The original chapel was built in 1648 in fulfilment of a vow to San Roque made by the town the previous year to protect it from the terrible plague epidemic that was ravaging our lands at that time. The materials used in its construction came from the old church of the neighbouring uninhabited village of Tarragona.

The church we know today, however, is the result of a complete reconstruction of a new plan carried out on the same site between 1768 and 1789 (it was blessed on 23rd January 1789), as the original chapel - which must have been very small and had already been rebuilt in 1710 - had become too small for the growing number of devotees. Today, the building and its surroundings are in a good state of conservation.

It is a building of good proportions in which the wide façade, the projections of the transept and buttresses with a small roof and the attractive dome of blue and white tiles stand out. The roof is gabled. The entrance doorway is semicircular, with a planked door and a shutter.

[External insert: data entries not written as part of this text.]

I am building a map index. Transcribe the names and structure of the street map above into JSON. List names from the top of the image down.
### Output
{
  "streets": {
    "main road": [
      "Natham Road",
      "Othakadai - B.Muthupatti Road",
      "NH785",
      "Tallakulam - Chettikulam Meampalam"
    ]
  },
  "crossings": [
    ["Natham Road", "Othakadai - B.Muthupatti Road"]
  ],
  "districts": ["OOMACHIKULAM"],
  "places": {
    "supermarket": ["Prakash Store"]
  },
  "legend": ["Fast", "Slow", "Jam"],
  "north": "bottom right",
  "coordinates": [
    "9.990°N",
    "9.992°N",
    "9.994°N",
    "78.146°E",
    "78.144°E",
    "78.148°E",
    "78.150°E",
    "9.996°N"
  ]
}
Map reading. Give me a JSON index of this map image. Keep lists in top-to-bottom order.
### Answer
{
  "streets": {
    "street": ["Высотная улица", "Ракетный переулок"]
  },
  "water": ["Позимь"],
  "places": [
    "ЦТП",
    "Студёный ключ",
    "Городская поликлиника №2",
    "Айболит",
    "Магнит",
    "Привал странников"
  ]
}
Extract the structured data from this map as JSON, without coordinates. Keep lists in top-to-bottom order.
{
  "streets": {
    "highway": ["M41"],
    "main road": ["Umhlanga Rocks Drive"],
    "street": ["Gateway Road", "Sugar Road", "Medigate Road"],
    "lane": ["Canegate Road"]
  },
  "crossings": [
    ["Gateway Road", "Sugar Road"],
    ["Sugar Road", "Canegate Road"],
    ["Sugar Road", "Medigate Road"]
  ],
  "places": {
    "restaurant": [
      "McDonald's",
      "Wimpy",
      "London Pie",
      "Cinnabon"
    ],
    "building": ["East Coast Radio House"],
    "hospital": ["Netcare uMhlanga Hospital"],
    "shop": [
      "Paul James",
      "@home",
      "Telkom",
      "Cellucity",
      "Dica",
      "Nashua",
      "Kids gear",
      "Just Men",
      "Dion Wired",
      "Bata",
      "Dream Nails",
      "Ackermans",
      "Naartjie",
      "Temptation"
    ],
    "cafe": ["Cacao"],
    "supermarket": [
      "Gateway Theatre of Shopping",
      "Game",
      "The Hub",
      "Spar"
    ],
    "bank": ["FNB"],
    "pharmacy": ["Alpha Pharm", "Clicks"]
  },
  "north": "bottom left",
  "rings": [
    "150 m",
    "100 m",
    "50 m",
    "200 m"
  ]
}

The interior, elegantly decorated and with a dome over the transept, has a Latin cross plan with the nave covered by a barrel vault with arches and lunettes. There are three chapels on each side with groin vaults painted with baroque ornaments, where the famous pasos of Guadassuar's Holy Week are kept. The large altar in the transept with the image of the Santísimo Cristo de la Peña is also very striking. The image of Sant Roc occupies the large central niche of a gilded altarpiece that occupies practically the whole of the straight front wall.